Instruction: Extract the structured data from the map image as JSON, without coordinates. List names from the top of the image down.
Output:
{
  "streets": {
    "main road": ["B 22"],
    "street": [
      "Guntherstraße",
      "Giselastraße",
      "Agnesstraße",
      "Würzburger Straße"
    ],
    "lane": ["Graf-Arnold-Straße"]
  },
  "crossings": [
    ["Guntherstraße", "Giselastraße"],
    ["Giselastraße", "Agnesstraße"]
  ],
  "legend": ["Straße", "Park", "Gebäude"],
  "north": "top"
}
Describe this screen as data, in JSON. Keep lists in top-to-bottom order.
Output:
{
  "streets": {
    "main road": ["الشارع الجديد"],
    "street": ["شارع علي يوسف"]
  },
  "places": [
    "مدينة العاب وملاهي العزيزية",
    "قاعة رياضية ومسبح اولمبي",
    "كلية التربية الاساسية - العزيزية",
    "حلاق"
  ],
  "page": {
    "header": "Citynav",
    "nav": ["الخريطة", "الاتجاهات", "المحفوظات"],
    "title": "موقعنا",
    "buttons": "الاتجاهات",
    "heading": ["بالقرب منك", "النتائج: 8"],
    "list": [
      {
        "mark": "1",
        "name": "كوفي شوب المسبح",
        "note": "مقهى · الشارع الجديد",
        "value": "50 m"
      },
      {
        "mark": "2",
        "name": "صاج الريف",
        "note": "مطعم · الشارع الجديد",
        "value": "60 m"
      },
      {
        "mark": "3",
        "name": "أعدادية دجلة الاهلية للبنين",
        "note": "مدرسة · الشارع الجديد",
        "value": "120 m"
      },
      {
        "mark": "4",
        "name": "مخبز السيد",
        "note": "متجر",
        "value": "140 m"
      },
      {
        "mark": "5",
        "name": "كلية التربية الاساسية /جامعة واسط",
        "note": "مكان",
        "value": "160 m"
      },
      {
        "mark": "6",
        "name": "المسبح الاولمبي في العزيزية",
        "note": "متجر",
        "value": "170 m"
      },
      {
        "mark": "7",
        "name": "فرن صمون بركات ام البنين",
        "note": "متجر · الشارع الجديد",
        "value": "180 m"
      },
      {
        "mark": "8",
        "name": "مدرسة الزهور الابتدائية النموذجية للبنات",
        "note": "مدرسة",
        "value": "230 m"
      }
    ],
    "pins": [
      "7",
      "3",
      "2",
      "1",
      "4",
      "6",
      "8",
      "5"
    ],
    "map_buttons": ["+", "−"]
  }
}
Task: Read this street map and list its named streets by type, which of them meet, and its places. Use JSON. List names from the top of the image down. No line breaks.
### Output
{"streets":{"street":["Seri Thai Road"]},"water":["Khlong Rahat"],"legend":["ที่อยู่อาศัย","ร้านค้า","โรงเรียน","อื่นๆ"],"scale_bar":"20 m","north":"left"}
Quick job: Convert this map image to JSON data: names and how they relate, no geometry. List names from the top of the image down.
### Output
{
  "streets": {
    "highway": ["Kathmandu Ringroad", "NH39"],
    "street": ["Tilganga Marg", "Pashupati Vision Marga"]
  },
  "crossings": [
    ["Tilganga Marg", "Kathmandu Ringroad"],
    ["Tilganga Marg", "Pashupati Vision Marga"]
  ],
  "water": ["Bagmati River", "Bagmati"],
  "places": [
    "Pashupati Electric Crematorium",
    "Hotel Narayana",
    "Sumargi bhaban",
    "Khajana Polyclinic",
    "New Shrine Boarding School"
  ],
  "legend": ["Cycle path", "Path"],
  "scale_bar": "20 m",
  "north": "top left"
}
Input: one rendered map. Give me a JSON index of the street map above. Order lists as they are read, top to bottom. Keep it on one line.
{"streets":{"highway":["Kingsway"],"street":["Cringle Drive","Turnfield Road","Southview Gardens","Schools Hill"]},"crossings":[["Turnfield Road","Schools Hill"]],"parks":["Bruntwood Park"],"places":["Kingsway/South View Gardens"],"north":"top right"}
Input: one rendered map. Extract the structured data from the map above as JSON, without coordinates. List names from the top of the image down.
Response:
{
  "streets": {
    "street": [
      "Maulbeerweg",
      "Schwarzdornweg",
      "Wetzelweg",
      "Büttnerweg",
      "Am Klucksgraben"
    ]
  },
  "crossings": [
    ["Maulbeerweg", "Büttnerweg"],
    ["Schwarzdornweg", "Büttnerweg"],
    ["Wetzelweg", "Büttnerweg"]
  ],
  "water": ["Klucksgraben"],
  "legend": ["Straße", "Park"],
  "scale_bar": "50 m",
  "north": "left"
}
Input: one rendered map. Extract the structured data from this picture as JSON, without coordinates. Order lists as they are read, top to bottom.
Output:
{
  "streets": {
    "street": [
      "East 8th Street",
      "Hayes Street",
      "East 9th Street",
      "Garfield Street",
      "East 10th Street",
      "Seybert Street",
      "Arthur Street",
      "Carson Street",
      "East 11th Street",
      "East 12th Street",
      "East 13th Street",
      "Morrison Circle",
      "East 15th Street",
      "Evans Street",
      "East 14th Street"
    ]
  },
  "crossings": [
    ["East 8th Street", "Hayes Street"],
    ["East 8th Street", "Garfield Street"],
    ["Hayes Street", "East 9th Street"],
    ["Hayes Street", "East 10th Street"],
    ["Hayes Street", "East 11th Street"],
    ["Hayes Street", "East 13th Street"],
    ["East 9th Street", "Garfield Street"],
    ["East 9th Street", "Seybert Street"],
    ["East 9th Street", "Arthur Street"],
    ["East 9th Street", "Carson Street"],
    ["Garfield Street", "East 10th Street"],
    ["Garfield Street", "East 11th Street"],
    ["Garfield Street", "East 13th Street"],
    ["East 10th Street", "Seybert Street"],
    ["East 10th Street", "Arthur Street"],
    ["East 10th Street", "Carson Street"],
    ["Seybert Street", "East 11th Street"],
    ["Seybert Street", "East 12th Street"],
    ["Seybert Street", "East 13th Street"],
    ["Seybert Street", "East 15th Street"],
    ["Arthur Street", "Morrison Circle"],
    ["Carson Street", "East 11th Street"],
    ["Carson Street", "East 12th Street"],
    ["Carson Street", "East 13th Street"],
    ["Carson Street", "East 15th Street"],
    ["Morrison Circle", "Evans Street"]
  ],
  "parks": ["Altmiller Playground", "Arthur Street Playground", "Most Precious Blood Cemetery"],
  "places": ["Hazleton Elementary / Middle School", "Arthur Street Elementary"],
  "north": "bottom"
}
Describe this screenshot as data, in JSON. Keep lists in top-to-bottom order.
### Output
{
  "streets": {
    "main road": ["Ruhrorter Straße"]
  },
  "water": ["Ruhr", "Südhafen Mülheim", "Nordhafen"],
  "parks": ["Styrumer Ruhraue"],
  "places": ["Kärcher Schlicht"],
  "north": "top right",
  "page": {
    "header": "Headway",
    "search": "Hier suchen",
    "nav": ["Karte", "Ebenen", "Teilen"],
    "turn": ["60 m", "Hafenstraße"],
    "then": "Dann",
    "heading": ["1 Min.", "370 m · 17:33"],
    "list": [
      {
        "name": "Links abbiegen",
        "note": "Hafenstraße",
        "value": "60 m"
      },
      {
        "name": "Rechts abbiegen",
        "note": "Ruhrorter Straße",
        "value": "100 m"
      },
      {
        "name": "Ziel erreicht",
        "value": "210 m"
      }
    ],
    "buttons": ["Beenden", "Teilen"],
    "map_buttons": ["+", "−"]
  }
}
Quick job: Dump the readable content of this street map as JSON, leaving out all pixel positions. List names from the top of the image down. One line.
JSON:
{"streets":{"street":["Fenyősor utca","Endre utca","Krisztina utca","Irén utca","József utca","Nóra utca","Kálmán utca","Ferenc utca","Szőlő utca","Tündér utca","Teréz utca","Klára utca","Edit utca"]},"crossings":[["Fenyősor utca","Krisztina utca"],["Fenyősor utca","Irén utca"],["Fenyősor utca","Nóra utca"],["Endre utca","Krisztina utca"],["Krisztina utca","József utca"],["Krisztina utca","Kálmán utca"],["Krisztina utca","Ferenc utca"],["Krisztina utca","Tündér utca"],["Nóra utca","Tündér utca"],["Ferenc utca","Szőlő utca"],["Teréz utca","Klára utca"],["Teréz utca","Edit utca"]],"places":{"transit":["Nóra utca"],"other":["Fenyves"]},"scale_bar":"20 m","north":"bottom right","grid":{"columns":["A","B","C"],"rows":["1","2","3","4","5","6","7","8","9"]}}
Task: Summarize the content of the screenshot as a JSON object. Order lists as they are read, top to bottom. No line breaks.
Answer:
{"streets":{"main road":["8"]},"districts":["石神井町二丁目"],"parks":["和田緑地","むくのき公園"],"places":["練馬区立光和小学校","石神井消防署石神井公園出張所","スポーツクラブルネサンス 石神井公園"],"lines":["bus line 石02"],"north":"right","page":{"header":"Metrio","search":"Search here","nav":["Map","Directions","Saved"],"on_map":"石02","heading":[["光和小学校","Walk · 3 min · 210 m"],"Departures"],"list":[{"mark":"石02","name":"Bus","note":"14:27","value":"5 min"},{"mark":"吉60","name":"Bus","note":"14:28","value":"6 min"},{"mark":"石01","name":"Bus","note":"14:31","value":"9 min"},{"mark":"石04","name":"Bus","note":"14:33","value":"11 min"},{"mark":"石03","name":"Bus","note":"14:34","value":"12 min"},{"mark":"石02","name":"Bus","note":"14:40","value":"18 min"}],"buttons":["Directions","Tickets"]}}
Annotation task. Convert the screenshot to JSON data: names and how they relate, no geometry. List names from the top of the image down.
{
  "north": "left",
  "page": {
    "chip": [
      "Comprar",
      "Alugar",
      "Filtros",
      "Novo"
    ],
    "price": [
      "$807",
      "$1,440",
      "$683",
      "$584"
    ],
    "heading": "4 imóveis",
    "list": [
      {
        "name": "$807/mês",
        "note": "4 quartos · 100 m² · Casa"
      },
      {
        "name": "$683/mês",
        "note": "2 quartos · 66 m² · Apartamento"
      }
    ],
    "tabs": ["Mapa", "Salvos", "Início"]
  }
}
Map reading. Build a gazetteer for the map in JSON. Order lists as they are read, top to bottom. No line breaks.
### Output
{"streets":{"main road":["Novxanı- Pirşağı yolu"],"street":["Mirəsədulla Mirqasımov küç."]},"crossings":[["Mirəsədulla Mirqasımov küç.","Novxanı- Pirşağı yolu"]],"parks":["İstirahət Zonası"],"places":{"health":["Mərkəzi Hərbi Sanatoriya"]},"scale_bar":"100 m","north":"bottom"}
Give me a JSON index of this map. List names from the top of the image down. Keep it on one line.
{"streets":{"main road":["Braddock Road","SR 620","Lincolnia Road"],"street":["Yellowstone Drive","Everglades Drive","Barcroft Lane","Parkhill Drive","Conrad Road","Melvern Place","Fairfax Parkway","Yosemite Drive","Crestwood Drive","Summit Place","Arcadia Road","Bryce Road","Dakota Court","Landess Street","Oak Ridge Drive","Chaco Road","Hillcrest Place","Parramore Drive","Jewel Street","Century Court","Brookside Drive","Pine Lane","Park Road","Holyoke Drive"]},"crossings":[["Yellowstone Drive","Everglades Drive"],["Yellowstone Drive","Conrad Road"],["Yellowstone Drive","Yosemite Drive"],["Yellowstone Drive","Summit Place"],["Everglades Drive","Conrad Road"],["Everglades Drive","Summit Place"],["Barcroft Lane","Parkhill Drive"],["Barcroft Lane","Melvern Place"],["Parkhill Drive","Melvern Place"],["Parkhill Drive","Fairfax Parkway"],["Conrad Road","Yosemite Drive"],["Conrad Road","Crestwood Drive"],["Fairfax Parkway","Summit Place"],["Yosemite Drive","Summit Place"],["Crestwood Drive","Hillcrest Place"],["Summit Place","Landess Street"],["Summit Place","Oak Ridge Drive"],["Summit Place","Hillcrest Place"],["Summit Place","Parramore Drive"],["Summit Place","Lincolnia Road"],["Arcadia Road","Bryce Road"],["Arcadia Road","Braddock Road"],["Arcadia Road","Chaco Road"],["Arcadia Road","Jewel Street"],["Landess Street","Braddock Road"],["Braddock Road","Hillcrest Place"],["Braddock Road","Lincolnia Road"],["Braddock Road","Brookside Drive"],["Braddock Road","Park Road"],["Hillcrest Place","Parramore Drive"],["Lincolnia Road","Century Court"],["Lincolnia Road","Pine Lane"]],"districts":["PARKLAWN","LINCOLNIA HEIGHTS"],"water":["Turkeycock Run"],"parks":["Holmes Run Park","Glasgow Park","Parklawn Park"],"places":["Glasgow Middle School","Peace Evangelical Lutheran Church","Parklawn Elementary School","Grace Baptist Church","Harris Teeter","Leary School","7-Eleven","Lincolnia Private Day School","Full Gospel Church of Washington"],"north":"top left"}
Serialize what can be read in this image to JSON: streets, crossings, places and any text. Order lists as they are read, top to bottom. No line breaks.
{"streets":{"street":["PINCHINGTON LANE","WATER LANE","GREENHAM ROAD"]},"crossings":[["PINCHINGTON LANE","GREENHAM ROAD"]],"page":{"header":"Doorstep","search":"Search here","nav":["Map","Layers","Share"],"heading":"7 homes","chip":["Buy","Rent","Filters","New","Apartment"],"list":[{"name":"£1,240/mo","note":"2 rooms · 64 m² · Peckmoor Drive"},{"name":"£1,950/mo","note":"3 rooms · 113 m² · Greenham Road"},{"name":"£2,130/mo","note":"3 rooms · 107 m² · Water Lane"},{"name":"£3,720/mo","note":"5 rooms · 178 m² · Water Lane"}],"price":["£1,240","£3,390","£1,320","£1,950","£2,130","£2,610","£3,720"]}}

□ □ □ □ □

(What you are asked to do): Word for word, set down the lines from the beginning of the records through the line that holds "Describe this screen as". Leave out the rest.

(Response area):
Instruction: Extract the structured data from the map image as JSON, without coordinates. List names from the top of the image down.
Output:
{
  "streets": {
    "main road": ["B 22"],
    "street": [
      "Guntherstraße",
      "Giselastraße",
      "Agnesstraße",
      "Würzburger Straße"
    ],
    "lane": ["Graf-Arnold-Straße"]
  },
  "crossings": [
    ["Guntherstraße", "Giselastraße"],
    ["Giselastraße", "Agnesstraße"]
  ],
  "legend": ["Straße", "Park", "Gebäude"],
  "north": "top"
}
Describe this screen as data, in JSON. Keep lists in top-to-bottom order.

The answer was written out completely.